Selon lui, si vous êtes confronté au syndrome de la page blanche (« writer’s block »), c’est peut-être parce que vous avez choisi le mauvais sujet.

Ce conseil est principalement destiné à ceux bloqués sur un texte précis. Pourquoi ne pas arrêter ce que vous faites, et passer à autre chose ? Ou envisager une autre façon de poursuivre votre œuvre ?

Cet abandon peut être temporaire ou définitif. Pourquoi ce sujet vous bloque ? En attendant une réponse à cette question, peut-être devriez-vous vous dégourdir les doigts et l’esprit avec un autre projet ?

 

Oubliez votre environnement

C’est le point de vue de Charles Bukowski que l’on retrouve à travers sa vie, son œuvre et plus spécifiquement dans air and light and time and space.

Dans cette poésie, Bukowski invite son lecteur à créer quelles que soient ses conditions de vie : au retour du travail à la mine, dans une petite pièce avec trois enfants ou lors d’un tremblement de terre.

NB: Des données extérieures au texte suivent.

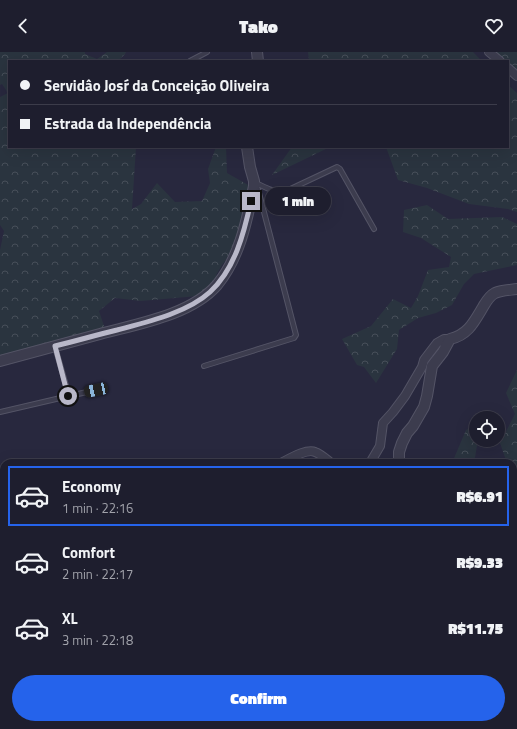 <!DOCTYPE html>
<meta charset="utf-8">
<style>
:root{--surface:#1e1e2e;--page:#262736;--text:#f1f3f6;--muted:#a1a2aa;--line:#3c3c4a;--accent:#2563eb}
body{margin:0;font-family:"Titillium Web",sans-serif;background:var(--page);color:var(--text);height:100vh;display:flex;flex-direction:column;font-size:15px;white-space:nowrap}
*{box-sizing:border-box;margin:0}
p{font-size:13px;color:var(--muted)}
.icon{flex:none;width:22px;height:22px;fill:none;stroke:currentColor;stroke-width:2;stroke-linecap:round;stroke-linejoin:round}
.map{position:relative;flex:1;overflow:hidden}
.details{position:absolute;left:0px;top:407px;width:517px;height:270px;display:flex;flex-direction:column;background:var(--surface);border-radius:12px 12px 0 0;box-shadow:0 4px 16px #0002,0 0 0 1px var(--line)}
.details>*{flex:none}
.top-card{position:absolute;left:8px;top:8px;width:501px;height:88px;border-radius:0px;box-shadow:0 4px 16px #0002,0 0 0 1px var(--line);display:grid;align-content:center;height:88px;padding:0 12px;background:var(--surface)}
.controls{position:absolute;left:469px;top:359px;display:grid;gap:8px}
.controls a{display:grid;place-items:center;width:36px;height:36px;border-radius:50%;background:var(--surface);box-shadow:0 4px 16px #0002,0 0 0 1px var(--line);font-size:20px}
.end{position:absolute;width:18px;height:18px;margin:-9px;border:5px solid #b9b8c9;background:#111;box-shadow:0 0 0 2px #111}
.from{border-radius:50%}
.bubble{position:absolute;height:28px;border-radius:14px;background:var(--surface);box-shadow:0 4px 16px #0002,0 0 0 1px var(--line);font-size:13px;font-weight:800;line-height:28px;text-align:center}
.car{position:absolute;width:12px;height:24px;margin:-12px -6px;border-radius:5px;box-shadow:0 0 3px 1px #0007;background:linear-gradient(#222 24%,#8ab4d8 0 40%,#222 0 76%,#8ab4d8 0 86%,#222 0)}
.top-card b{display:flex;align-items:center;gap:14px;height:38px;font-size:15px}
.top-card b+b{border-top:1px solid var(--line)}
.top-card i{width:10px;height:10px;background:var(--text)}
ul{padding:7px 0 0;list-style:none}
li{display:flex;align-items:center;gap:12px;height:60px;margin:0 8px 6px;padding:0 4px;border:2px solid transparent;border-radius:0px}
li div{flex:1}
li b{display:block;font-size:15px}
li em{font-style:normal;font-weight:800}
li.on{border-color:var(--accent)}
li>.icon{width:36px;height:36px;stroke-width:1.5}
.cta{display:flex;gap:8px;margin-top:auto;padding:8px 12px}
.cta a{flex:1;height:46px;border-radius:24px;background:var(--accent);color:#fff;font-size:16px;font-weight:800;line-height:46px;text-align:center}
header{display:flex;justify-content:space-between;align-items:center;height:52px;padding:0 12px;background:var(--surface);font-size:18px;font-weight:800}
.map>svg:first-child{display:block}
.forest{fill:url(#forest-crowns)}
.lines{fill:none;stroke-linecap:round;stroke-linejoin:round}
.service-casing{stroke:#545466;stroke-width:6}
.minor-casing{stroke:#545466;stroke-width:10}
.tertiary-casing{stroke:#545466;stroke-width:12}
.service{stroke:#3c3c4e;stroke-width:4}
.minor{stroke:#3c3c4e;stroke-width:8}
.tertiary{stroke:#3c3c4e;stroke-width:10}
.route{stroke:#b9b8c9;stroke-width:5}
</style>
<header><svg class="icon" aria-label="back" viewBox="0 0 24 24"><path d="M15 5l-7 7 7 7"/></svg>Tako<svg class="icon" aria-label="heart" viewBox="0 0 24 24"><path d="M12 20l-8-8c-3-5 5-10 8-4 3-6 11-1 8 4z"/></svg></header>
<div class="map">
<svg width="517" height="677" viewBox="0 0 517 677">
<defs>
<pattern id="forest-crowns" width="20" height="18" patternUnits="userSpaceOnUse"><rect width="20" height="18" fill="#2a343f"/><path d="M2 6a3 3 0 1 1 6 0M12 15a3 3 0 1 1 6 0" fill="none" stroke="#474f59"/></pattern>
</defs>
<rect width="100%" height="100%" fill="#28283e"/>
<path class="forest" d="M0,0h85v2l12,5 10,-7h19l-1,2 -7,7h-109v86h127l-4,62 9,-5 16,-21 18,19 27,-1 8,-18 -2,-14 8,-22h10l1,26 23,13 -14,61 -14,18 -6,10 2,2 -20,19 -57,5 -26,-3 -16,13 7,21 -106,27v-109l4,-19 -4,-6v-128l8,-4 -6,-9 -2,1z
M308,0h165l9,9h-173z
M496,0h21v18l-9,-8v-1h-2z
M508,33l9,8v119l-9,-3 -39,-5 -42,-16 -29,-8 -12,-33h122z
M292,95h38l-58,28z
M427,153l21,14 54,-2 15,7v41l-43,9 -10,10 -12,21 -16,8 -18,5 -19,12 -2,19 -21,34 -12,-16 -7,-2 -15,-26 29,-13 22,-27 18,9 7,-12 10,-26 21,-3 2,-10 -30,-19 -18,-6 1,-22z
M517,318v359h-95l-8,-4h99v-262h-6l-7,-20 15,-29 -9,-21z
M476,373v15h2l-4,23h-22l14,-33z"/>
<g class="lines">
<defs>
<path id="service" d="M190,9l17,-9
M254,130c10,5 19,10 30,10l53,-25 3,2 34,60
M204,314l90,-28 2,-3 -38,-146 -3,-2
M69,344l27,-6
M0,360l69,-16 -14,-49
M0,580l4,-14
M211,677l1,-4"/>
<path id="minor" d="M489,0l11,9
M508,16l9,8
M281,411c8,-4 26,-15 34,-11 6,2 11,7 16,11
M370,411l10,-17 3,-23 10,-11 12,-16 17,-29 2,-7 13,-17 7,-4h6
M0,514l4,-7
M331,673l1,4"/>
<path id="tertiary" d="M257,0l1,9
M0,309c34,-9 67,-18 100,-27 37,-10 91,-19 117,-49 23,-28 30,-65 37,-99v-5l-4,-14 -3,-20
M399,411v-11l3,-9 5,-10 6,-7 11,-19 3,-11 5,-30 11,-14 7,-13c18,-4 24,-17 33,-32 3,-5 6,-11 12,-14 7,-3 15,-3 22,-4
M295,673l13,4"/>
</defs>
<use href="#service" class="service-casing"/>
<use href="#minor" class="minor-casing"/>
<use href="#tertiary" class="tertiary-casing"/>
<use href="#service" class="service"/>
<use href="#minor" class="minor"/>
<use href="#tertiary" class="tertiary"/>
</g>
<g class="lines">
<path class="route" d="M68,344l-13,-50c21,-5 41,-11 62,-16 30,-8 70,-17 93,-38 25,-23 34,-59 41,-91"/>
</g>
</svg>
<div class="controls">
<a><svg class="icon" aria-label="locate" viewBox="0 0 24 24"><circle cx="12" cy="12" r="6"/><path d="M12 2v4M12 18v4M2 12h4M18 12h4"/></svg></a>
</div>
<i class="end from" style="left:68px;top:344px"></i>
<i class="end" style="left:251px;top:149px"></i>
<div class="bubble" style="left:265px;top:135px;width:66px">1 min</div>
<i class="car" style="left:96px;top:338px;rotate:258deg"></i>
<div class="top-card">
<b><i class="from"></i>Servidâo Josŕ da Conceição Oliveira</b>
<b><i></i>Estrada da Independência</b>
</div>
<section class="details">
<ul>
<li class="on"><svg class="icon" aria-label="car" viewBox="0 0 24 24"><path d="M5 17H2v-5l4-1 3-4h7l3 4 3 1v5h-3M9 17h6M6 11h13"/><circle cx="7" cy="17" r="2"/><circle cx="17" cy="17" r="2"/></svg><div><b>Economy</b><p>1 min · 22:16</p></div><em>R$6.91</em></li>
<li><svg class="icon" aria-label="car" viewBox="0 0 24 24"><path d="M5 17H2v-5l4-1 3-4h7l3 4 3 1v5h-3M9 17h6M6 11h13"/><circle cx="7" cy="17" r="2"/><circle cx="17" cy="17" r="2"/></svg><div><b>Comfort</b><p>2 min · 22:17</p></div><em>R$9.33</em></li>
<li><svg class="icon" aria-label="car" viewBox="0 0 24 24"><path d="M5 17H2v-5l4-1 3-4h7l3 4 3 1v5h-3M9 17h6M6 11h13"/><circle cx="7" cy="17" r="2"/><circle cx="17" cy="17" r="2"/></svg><div><b>XL</b><p>3 min · 22:18</p></div><em>R$11.75</em></li>
</ul>
<div class="cta"><a>Confirm</a></div>
</section>
</div>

La création ne s’explique pas par « l’air, la lumière, le temps et l’espace ». Son environnement de travail ne sert qu’à s’inventer de nouvelles excuses.

Pensez à tous les auteurs ayant créé malgré des conditions de vie difficiles. N’oubliez pas qu’il n’existe aucun autre domaine artistique demandant si peu d’investissement matériel, à l’exception du mime. Donc profitez-en.

 

Adoptez une routine

Nous reviendrons à l’avenir sur ce sujet dans un futur article mais nous pouvons nous considérer comme des « créatures de routine ». Si vous arrivez à fixer dans vos habitudes de vie le fait de passer une demi-heure ou une heure par jour à écrire, vous ne pourrez plus vous en séparer.

Vous vous sentez mal lorsque vous ne suivez pas vos routines quotidiennes, par exemple lorsque vous ne vous brossez pas les dents avant de vous coucher ? Demandez-vous ce qui vous empêche d’inscrire l’écriture dans vos habitudes « naturelles »… et surtout comment vous pourriez vous forger une nouvelle habitude.

 

Relevez un défi littéraire

Les contraintes (taille, thématique, procédé littéraire…) peuvent constituer un cadre libérateur. La page blanche survient parfois lorsque vous êtes face à l’immensité des possibilités et des questions définissant votre projet. Un défi littéraire vous retire le poids de ces choix et vous permet de vous concentrer sur d’autres aspects de l’écriture.

Nous sommes particulièrement attachés à cette méthode… car avons eu l’idée de Scribay en nous lançant des défis littéraires ! C’est pourquoi vous pouvez en proposer et en relever librement sur le site.

Vous trouvez cette activité futile, ou pensez que cela peut vous éloigner de l’écriture d’une œuvre marquante ? Nous vous invitons également à lire notre article sur les origines de la créature de Frankenstein et du mythe vampirique moderne.

 


À chacun sa technique !

Et vous, quelles sont vos méthodes pour écrire ?

Faites-vous souvent face à la page blanche ou à d’autres formes de blocage ? Comment réussissez-vous à les dépasser ?

 


 

4 commentaires

  1. Fillion Répondre

    Il y a la technique qu’employait Hemingway qu’il explique dans « Paris est une fête ». Le soir, il s’arrêtait au milieu d’une phrase. De cette façon, il reprenait facilement le lendemain matin en complétant la phrase inachevée.

  2. Muriel Répondre

    J’ai réussi à écrire mon livre, grâce à la visualisation de tous les éléments et faits que je voulais voir! Ensuite, les mots sont venus tout seuls. Mon projet datait de 2007 quand même! Mais je n’ai pu le réaliser que cette année! Il faut aussi un effet déclencheur pour entamer cette page blanche, moi ça a été un simple stylo et des feuilles de classeurs grand format, grands carreaux, le déclic! Et j’ai attaqué ma préface, et en revenant à Paris, je ne me suis plus arrêtée!

  3. charier Répondre

    je l’ai en ce moment, ce syndrôme et je crois que c’est parce que j’ai trop sollicité mon cerveau. je fais donc une pause mais mon crayon me manque.

  4. Mai Répondre

    J’ai en ce moment un soucis de page blanche, concernant mes deux histoires principales. Pourtant, hier encore, elles m’inspiraient!